*** Block opens ***

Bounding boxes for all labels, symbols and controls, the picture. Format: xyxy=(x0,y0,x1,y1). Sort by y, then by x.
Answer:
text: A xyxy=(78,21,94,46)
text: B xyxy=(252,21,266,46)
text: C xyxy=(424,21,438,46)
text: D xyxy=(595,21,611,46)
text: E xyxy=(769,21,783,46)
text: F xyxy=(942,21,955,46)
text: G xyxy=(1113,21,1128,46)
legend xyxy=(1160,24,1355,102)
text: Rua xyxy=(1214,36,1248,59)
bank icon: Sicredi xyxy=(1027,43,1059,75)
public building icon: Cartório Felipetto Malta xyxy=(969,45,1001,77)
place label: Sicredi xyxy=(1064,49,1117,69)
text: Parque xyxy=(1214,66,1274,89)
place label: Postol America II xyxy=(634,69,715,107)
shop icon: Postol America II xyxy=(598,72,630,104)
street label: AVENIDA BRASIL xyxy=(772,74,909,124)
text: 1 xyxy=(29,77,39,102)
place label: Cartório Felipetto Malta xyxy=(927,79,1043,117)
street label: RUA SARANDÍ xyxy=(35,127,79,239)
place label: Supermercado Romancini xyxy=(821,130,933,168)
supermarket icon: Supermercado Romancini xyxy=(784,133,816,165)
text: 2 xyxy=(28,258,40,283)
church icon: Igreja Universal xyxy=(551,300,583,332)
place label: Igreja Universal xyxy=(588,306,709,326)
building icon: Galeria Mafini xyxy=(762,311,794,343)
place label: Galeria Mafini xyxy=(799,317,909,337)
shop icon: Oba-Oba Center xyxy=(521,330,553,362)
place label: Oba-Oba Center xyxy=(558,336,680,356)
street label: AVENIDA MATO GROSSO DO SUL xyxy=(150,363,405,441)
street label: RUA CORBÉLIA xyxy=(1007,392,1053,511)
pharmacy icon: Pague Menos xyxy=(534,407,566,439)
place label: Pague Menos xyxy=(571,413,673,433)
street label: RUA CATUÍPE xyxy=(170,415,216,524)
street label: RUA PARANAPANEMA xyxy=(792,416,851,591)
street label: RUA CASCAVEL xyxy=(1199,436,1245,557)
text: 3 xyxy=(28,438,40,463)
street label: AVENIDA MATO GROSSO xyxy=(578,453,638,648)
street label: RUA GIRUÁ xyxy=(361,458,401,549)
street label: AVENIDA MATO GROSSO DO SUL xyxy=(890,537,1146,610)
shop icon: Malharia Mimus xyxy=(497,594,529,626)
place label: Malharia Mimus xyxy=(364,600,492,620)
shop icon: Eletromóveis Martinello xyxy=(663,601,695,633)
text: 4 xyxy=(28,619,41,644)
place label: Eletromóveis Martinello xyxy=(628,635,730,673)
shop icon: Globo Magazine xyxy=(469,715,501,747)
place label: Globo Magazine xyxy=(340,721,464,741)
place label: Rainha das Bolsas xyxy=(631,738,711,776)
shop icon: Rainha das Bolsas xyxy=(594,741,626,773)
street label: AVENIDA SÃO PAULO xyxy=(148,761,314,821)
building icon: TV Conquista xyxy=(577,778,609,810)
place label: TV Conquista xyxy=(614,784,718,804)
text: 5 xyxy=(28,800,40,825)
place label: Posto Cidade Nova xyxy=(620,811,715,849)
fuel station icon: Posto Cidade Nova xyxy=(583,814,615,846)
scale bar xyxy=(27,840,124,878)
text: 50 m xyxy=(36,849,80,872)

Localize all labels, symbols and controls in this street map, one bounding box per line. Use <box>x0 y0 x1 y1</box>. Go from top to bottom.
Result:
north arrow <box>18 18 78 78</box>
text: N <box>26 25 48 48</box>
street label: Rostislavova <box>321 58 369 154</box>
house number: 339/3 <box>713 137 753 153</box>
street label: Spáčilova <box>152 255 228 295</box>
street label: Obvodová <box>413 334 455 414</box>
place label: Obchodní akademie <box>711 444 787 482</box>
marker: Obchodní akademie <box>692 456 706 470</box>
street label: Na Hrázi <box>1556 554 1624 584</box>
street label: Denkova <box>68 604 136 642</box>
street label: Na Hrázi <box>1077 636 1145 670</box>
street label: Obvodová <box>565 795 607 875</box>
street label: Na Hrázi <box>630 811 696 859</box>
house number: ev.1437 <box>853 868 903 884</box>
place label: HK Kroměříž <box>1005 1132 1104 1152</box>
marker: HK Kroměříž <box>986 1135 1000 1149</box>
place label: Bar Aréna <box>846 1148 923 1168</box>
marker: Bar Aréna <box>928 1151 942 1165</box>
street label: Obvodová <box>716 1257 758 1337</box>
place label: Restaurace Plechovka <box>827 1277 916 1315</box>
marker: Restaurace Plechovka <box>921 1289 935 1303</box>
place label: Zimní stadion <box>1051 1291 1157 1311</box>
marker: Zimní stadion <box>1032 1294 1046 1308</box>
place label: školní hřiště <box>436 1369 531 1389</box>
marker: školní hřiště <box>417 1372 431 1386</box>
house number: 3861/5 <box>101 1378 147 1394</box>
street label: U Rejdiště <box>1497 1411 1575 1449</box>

*** Block closes ***
*** Block opens ***

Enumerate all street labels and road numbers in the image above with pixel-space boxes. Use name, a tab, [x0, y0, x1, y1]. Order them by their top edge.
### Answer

*** Block closes ***
*** Block opens ***

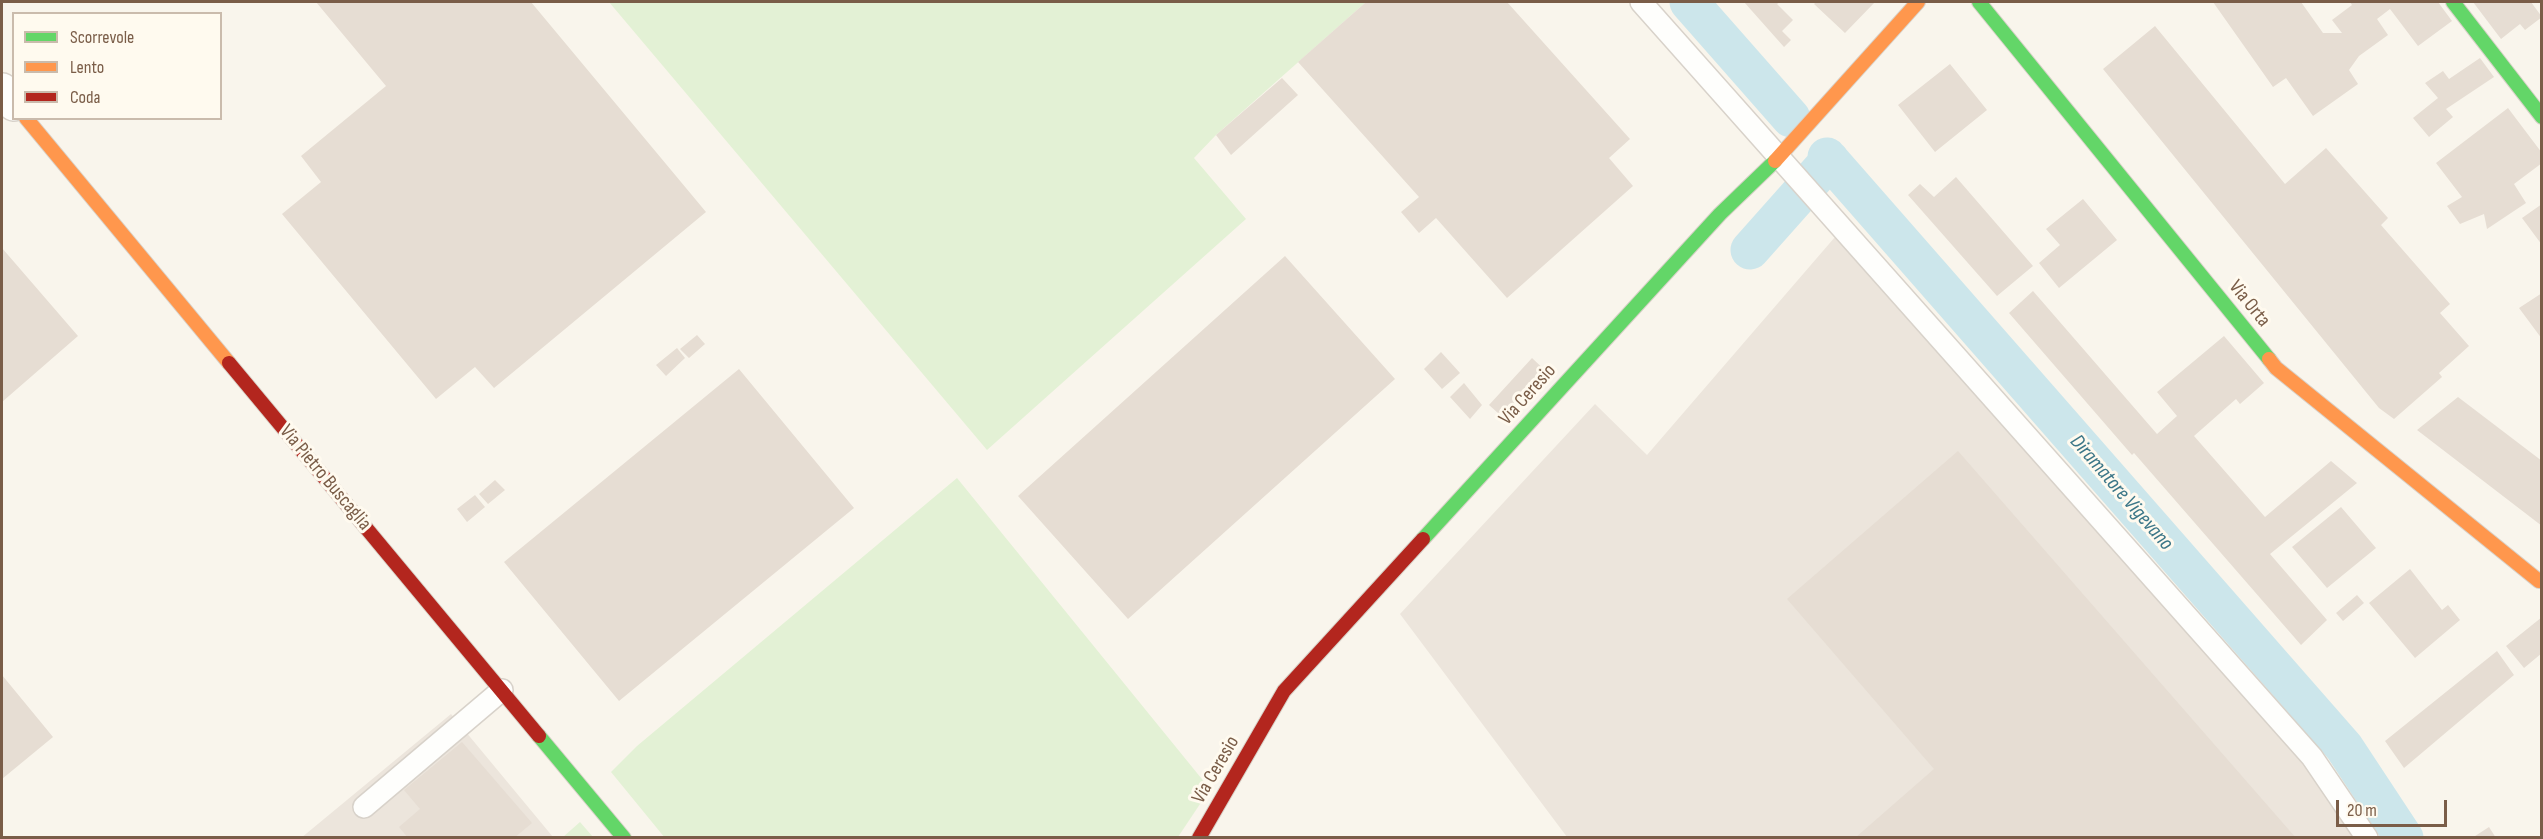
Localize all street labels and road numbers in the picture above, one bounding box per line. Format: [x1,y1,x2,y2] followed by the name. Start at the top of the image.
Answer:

*** Block closes ***

▸ **Aim of the task**:
The word "boxes" occurs on some lines of the data. Give the number of those lines only.

▸ **Exercise output**:
2